# Settings when using miniDSP UMIK-1 and REW?



## keenly (Sep 8, 2016)

I have laptop connected to receiver via HDMI.

I am trying to measure my room acoustics, I have issues with stereo imaging and bass.

I need help with settings. I know the basics, and have ran some tests but they are not right.


When I am on generator do I choose full range?

Do I set speakers to full range on laptop?

The REW instructions say for Windows 7 set mic volume on laptop to 10. I have done this.
When running a test the input and output and not matching at all.

What db Should I be looking for on SPL meter, some say 75, some say 90 at least?

All speakers and sub to 0db?



When using the generator on REW what dBFS levels should I set?

Do you test on 'speaker cal' instead of full range?

CHEERS

Paul


----------



## JohnM (Apr 11, 2006)

The MiniDSP website has instructions for UMIK-1 setup with REW, and for UMIK-1 and HDMI on REW.


----------



## keenly (Sep 8, 2016)

That says have SPL at 75db, most people on various forums are saying 90db.

So on Windows 7 definitely set the volume of mic to 10 on laptop?

The input and output are not matching up when I run tests.


----------



## AudiocRaver (Jun 6, 2012)

keenly said:


> That says have SPL at 75db, most people on various forums are saying 90db.

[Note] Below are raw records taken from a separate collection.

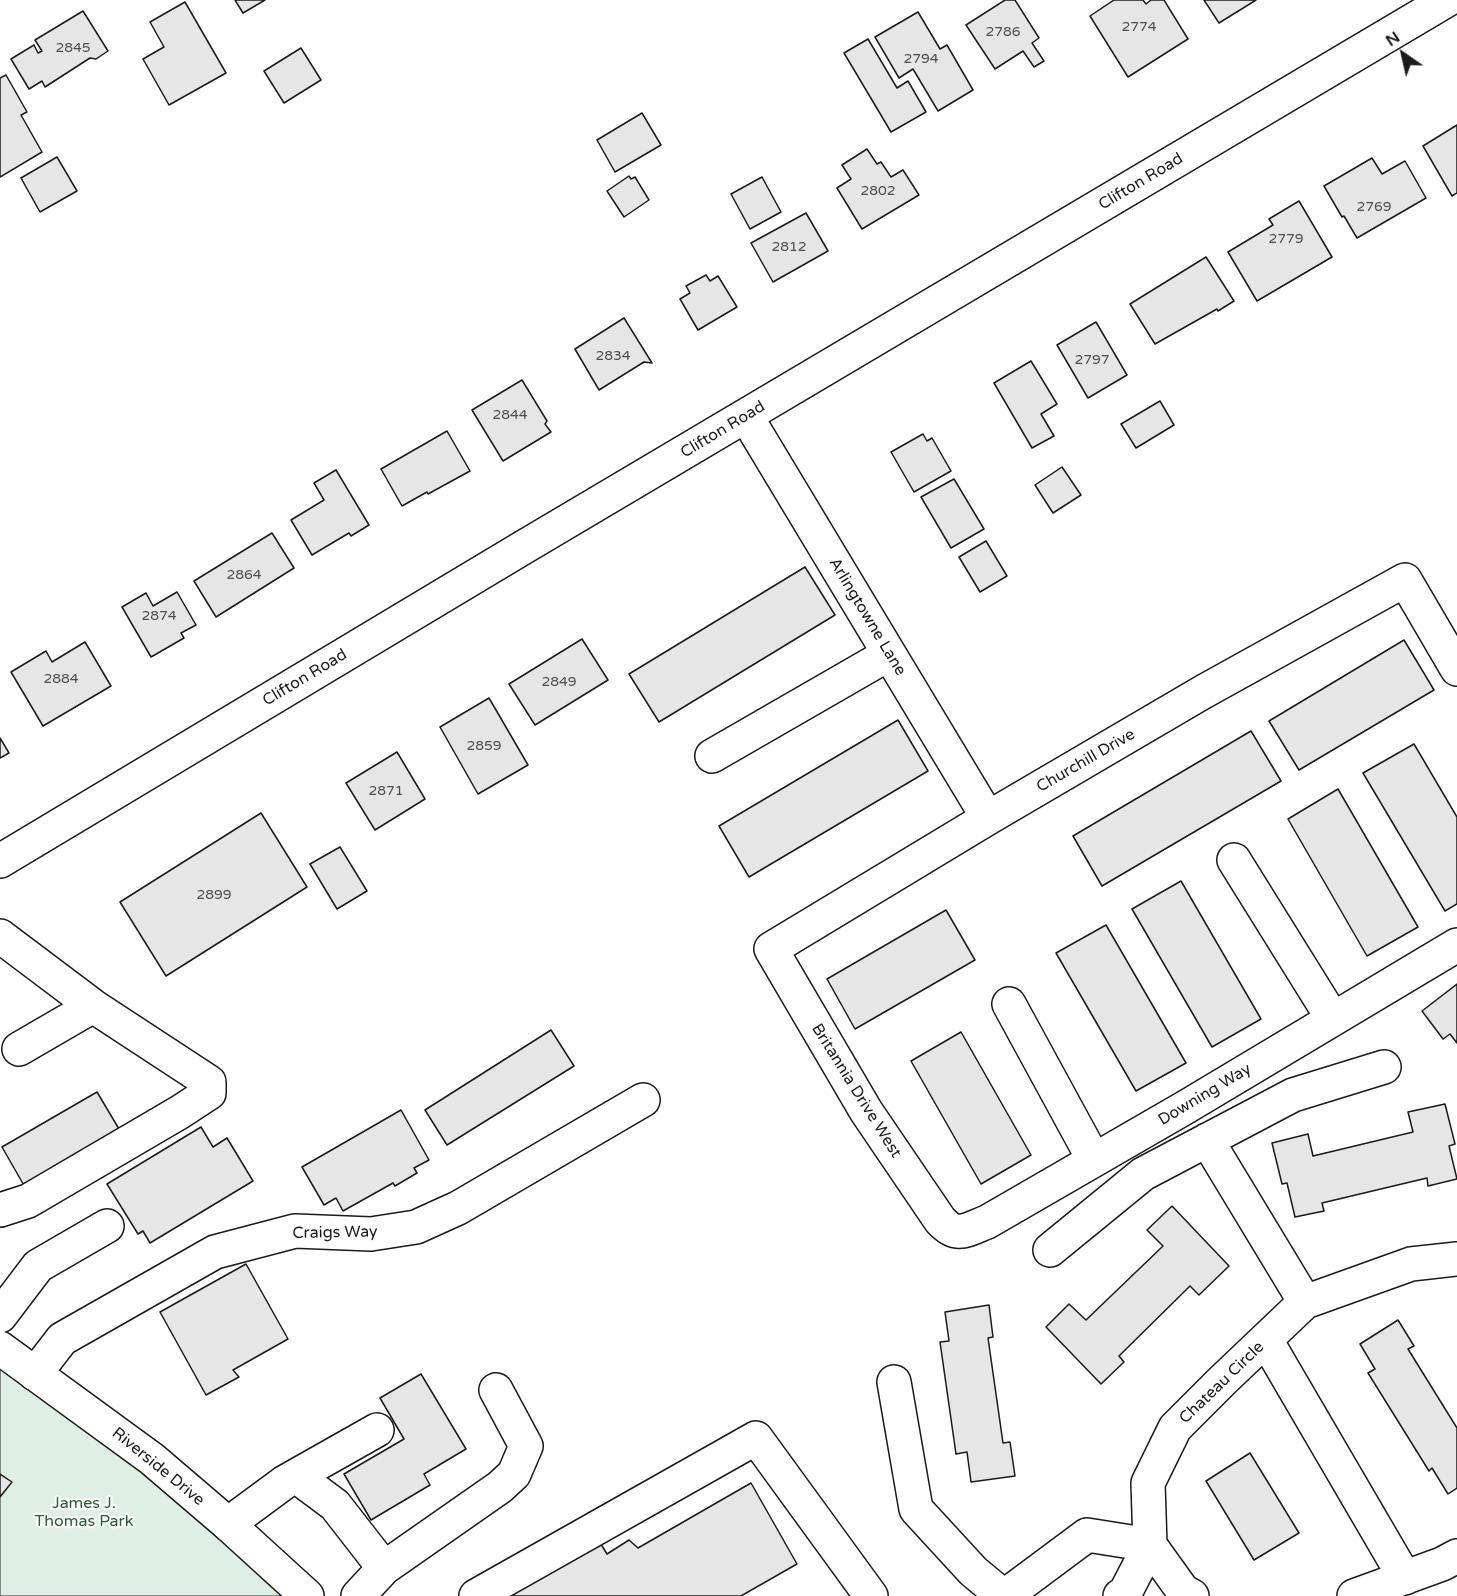 <!DOCTYPE html>
<html>
<head>
<meta charset="utf-8">
<style>
  body { margin:0 }
  #map { position:relative; width:1457px; height:1596px; overflow:hidden; background:#fff; font-family:"Varela Round",sans-serif }
  canvas { display:block }
  .north { position:absolute; left:1373px; top:24px; width:60px; height:60px; -webkit-text-stroke:4px #fff; paint-order:stroke; rotate:326deg; font-size:16px; font-weight:700; line-height:24px; text-align:center; color:#1a1a1a }
  .north::after { content:''; display:block; margin:auto; width:21px; height:27px; background:#1a1a1a; clip-path:polygon(50% 0,100% 100%,50% 72%,0 100%) }
</style>
</head>
<body>
<div id="map">
<canvas width="1457" height="1596"></canvas>
<div class="north">N</div>
</div>
<script>
const context = document.querySelector('canvas').getContext('2d');
context.lineJoin = 'round';
function fill(path, color) {
  context.fillStyle = color;
  context.fill(path, 'evenodd');
}
function stroke(path, color, width, dash) {
  context.strokeStyle = color;
  context.lineWidth = width;
  context.lineCap = dash ? 'butt' : 'round';
  context.setLineDash(dash || []);
  context.stroke(path);
}
function label(font, color, halo, rows, align = 'center') {
  context.font = font + ' "Varela Round",sans-serif';
  context.lineWidth = 4.5;
  context.setLineDash([]);
  context.textBaseline = 'middle';
  context.strokeStyle = halo;
  context.fillStyle = color;
  for (const [text, x, y, turn = 0] of rows) {
    context.save();
    context.translate(x, y);
    context.rotate((+turn || 0) * Math.PI / 180);
    context.textAlign = isNaN(turn) ? turn : align;
    if (halo) context.strokeText(text, 0, 0);
    context.fillText(text, 0, 0);
    context.restore();
  }
}
const green = new Path2D(`
  M0,1348L307,1596H0Z`);
const building = new Path2D(`
  M235,0H265L243,13Z
  M1005,0H1015L1039,38L1032,43L1044,61L1034,67L1023,51L995,69L966,25Z
  M1114,0H1143L1146,4L1151,0H1164L1188,39L1128,77L1090,16Z
  M1204,0H1256L1219,23Z
  M185,2L226,73L169,105L143,59L164,47L150,22Z
  M83,11L108,51L96,59L90,58L45,87L42,81L29,89L11,59L34,45L38,53L42,51L35,40Z
  M918,12L940,49L947,45L973,90L938,111L913,69L899,78L875,37Z
  M868,39L897,88L908,81L926,112L891,132L844,53Z
  M301,48L321,80L284,103L264,71Z
  M6,75L27,112L21,115L42,152L0,177V78Z
  M642,113L661,145L615,172L597,140Z
  M1457,125V193L1452,196L1423,146Z
  M867,149L877,164L881,162L891,177L903,170L919,195L862,229L837,188L851,179L842,165Z
  M57,157L77,191L40,212L21,178Z
  M1372,158L1382,174L1405,161L1426,198L1357,238L1344,216L1342,217L1324,186Z
  M629,176L631,179L635,177L649,200L624,217L607,191Z
  M762,177L781,212L750,229L731,194Z
  M1299,201L1332,257L1257,301L1228,252L1273,225L1269,219Z
  M806,213L828,251L773,282L751,243Z
  M1206,257L1234,301L1218,311L1217,309L1155,344L1130,304Z
  M706,275L710,281L718,276L737,307L698,330L680,299L690,293L686,286Z
  M624,318L652,363L644,362L599,390L575,349Z
  M1096,322L1127,375L1088,398L1057,345Z
  M1031,361L1057,404L1041,414L1054,436L1032,448L994,383Z
  M522,380L547,421L545,424L551,432L503,461L472,410Z
  M1160,401L1174,425L1136,448L1121,424Z
  M447,431L470,471L428,494L427,492L402,506L381,469Z
  M923,434L927,441L932,438L951,471L914,492L891,452Z
  M1062,467L1081,495L1053,513L1035,485Z
  M336,470L369,525L351,536L349,533L312,555L291,520L324,500L314,483Z
  M954,479L984,529L951,548L921,497Z
  M272,533L294,568L216,617L194,581Z
  M986,541L1007,576L980,592L959,557Z
  M805,567L835,615L659,722L629,674Z
  M177,592L196,625L181,633L184,638L151,657L122,607L146,593L153,606Z
  M582,639L608,680L535,725L509,684Z
  M1404,640L1434,690L1299,770L1269,721Z
  M85,642L111,686L43,726L11,672L46,651L52,662Z
  M489,698L528,765L478,794L440,727Z
  M898,720L928,771L749,877L719,826Z
  M1251,731L1281,781L1102,886L1073,836Z
  M0,738L9,753L0,758Z
  M1414,744L1457,817V904L1445,911L1363,773Z
  M397,752L425,799L375,830L346,783Z
  M1338,789L1418,927L1367,956L1288,819Z
  M261,813L307,887L166,976L120,902Z
  M340,847L367,891L337,909L310,864Z
  M1181,881L1261,1019L1212,1047L1132,909Z
  M946,910L975,960L855,1029L827,979Z
  M1106,925L1186,1063L1136,1091L1056,953Z
  M1457,984V1043L1450,1034L1443,1039L1422,1011Z
  M551,1030L574,1066L447,1145L425,1110Z
  M961,1032L1031,1155L981,1184L911,1061Z
  M97,1092L122,1134L26,1189L2,1147Z
  M1445,1104L1455,1144L1449,1146L1457,1179L1428,1186L1427,1178L1322,1203L1324,1211L1295,1217L1287,1183L1282,1184L1272,1143L1308,1134L1313,1156L1413,1132L1408,1112Z
  M401,1110L429,1160L414,1168L417,1173L395,1186L393,1183L343,1211L336,1198L324,1205L302,1167Z
  M201,1127L213,1147L227,1138L253,1181L150,1243L143,1231L138,1234L107,1184Z
  M1172,1206L1229,1266L1199,1295L1190,1286L1119,1356L1124,1362L1101,1384L1046,1327L1069,1304L1086,1320L1163,1246L1147,1230Z
  M246,1264L288,1339L233,1370L239,1377L206,1395L160,1312Z
  M989,1305L993,1337L988,1338L1003,1443L1010,1442L1015,1476L971,1482L967,1452L956,1454L940,1342L949,1341L945,1312Z
  M1398,1320L1414,1346L1408,1349L1457,1428V1488L1448,1494L1432,1468L1429,1471L1368,1373L1375,1369L1360,1344Z
  M421,1374L466,1449L424,1474L430,1485L371,1520L344,1474L404,1439L380,1398Z
  M1250,1453L1299,1533L1254,1560L1206,1481Z
  M0,1474L12,1482L0,1497Z
  M751,1483L797,1564L741,1596H504L599,1541L607,1554L629,1540L638,1548Z`);
const minor = new Path2D(`
  M746,416L988,818
  M1457,669L1405,580L1203,692L988,818L771,949L866,1111L940,1220C957,1239 966,1230 987,1222L1186,1107L1457,945
  M712,756L889,654
  M1234,860L1333,1019
  M0,861L524,547L1447,0
  M0,936L93,1006L209,1082V1093L180,1112L28,1201L0,1210
  M1009,1004L1094,1160
  M19,1049L93,1006
  M1207,1140L1305,1302
  M1050,1250L1143,1174L1293,1095L1384,1067
  M0,1316L38,1266L107,1226
  M1266,1340L1405,1578
  M35,1374L62,1339L215,1252L295,1231L371,1234L416,1227L458,1208L643,1100
  M894,1382L916,1509L973,1571L1003,1596
  M296,1476L335,1505L384,1568
  M228,1524L285,1482L377,1430
  M1150,1545L1183,1591L1192,1596
  M358,1596L384,1568L500,1487L514,1474L526,1446L496,1390
  M476,1596L756,1438L871,1596
  M1005,1596L1087,1535L1150,1545
  M1120,1596L1125,1593L1150,1545L1148,1483L1175,1428L1222,1381L1305,1302L1411,1264L1457,1259
  M1354,1596L1442,1564L1457,1556`);
const major = new Path2D(`
  M0,1348L152,1459L228,1524L307,1596`);
const numberNames = [
  ["2774",1139,27],
  ["2786",1003,32],
  ["2845",73,48],
  ["2794",921,59],
  ["2802",878,191],
  ["2769",1374,207],
  ["2779",1286,239],
  ["2812",789,247],
  ["2834",613,356],
  ["2797",1092,360],
  ["2844",510,415],
  ["2864",244,575],
  ["2874",159,616],
  ["2884",61,679],
  ["2849",559,682],
  ["2859",484,746],
  ["2871",386,791],
  ["2899",214,895]
];
const streetNames = [
  ["Clifton Road",1141,182,-31],
  ["Clifton Road",723,430,-31],
  ["Arlingtowne Lane",867,617,59],
  ["Clifton Road",305,678,-31],
  ["Churchill Drive",1086,761,-30],
  ["Britannia Drive West",856,1091,58],
  ["Downing Way",1205,1095,-31],
  ["Craigs Way",335,1233,-1],
  ["Chateau Circle",1222,1383,-44],
  ["Riverside Drive",158,1467,39]
];
const parkNames = [
  ["James J.",84,1504],
  ["Thomas Park",84,1522]
];
fill(green, '#e0efe3');
stroke(green, '#6a6a6a', 1.5);
fill(building, '#e6e6e6');
stroke(building, '#1a1a1a', 1.5);
stroke(minor, '#1a1a1a', 36);
stroke(major, '#1a1a1a', 36);
stroke(minor, '#fff', 33);
stroke(major, '#fff', 33);
label('14px', '#4d4d4d', null, numberNames);
label('16px', '#1a1a1a', '#fff', streetNames);
label('16px', '#2b5a34', '#fff', parkNames);
</script>
</body>
</html>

Most people here say 75.:surprise:

Teasing.

75 is a good goal because it is _usually_ high enough that background noise does not affect measurements significantly. Not always though. If not, if waterfall and RT60 and such appear to be affected by noise, then turn it up. (Truthfully, try to reduce the background noise level first!) 90 is high, though, it will be LOUD. Most speakers will handle it fine, but the sound level might drive you nuts.

80 or 85 is the highest I would go.



> So on Windows 7 definitely set the volume of mic to 10 on laptop?


yes



> The input and output are not matching up when I run tests.


I do not understand the issue/question here.


----------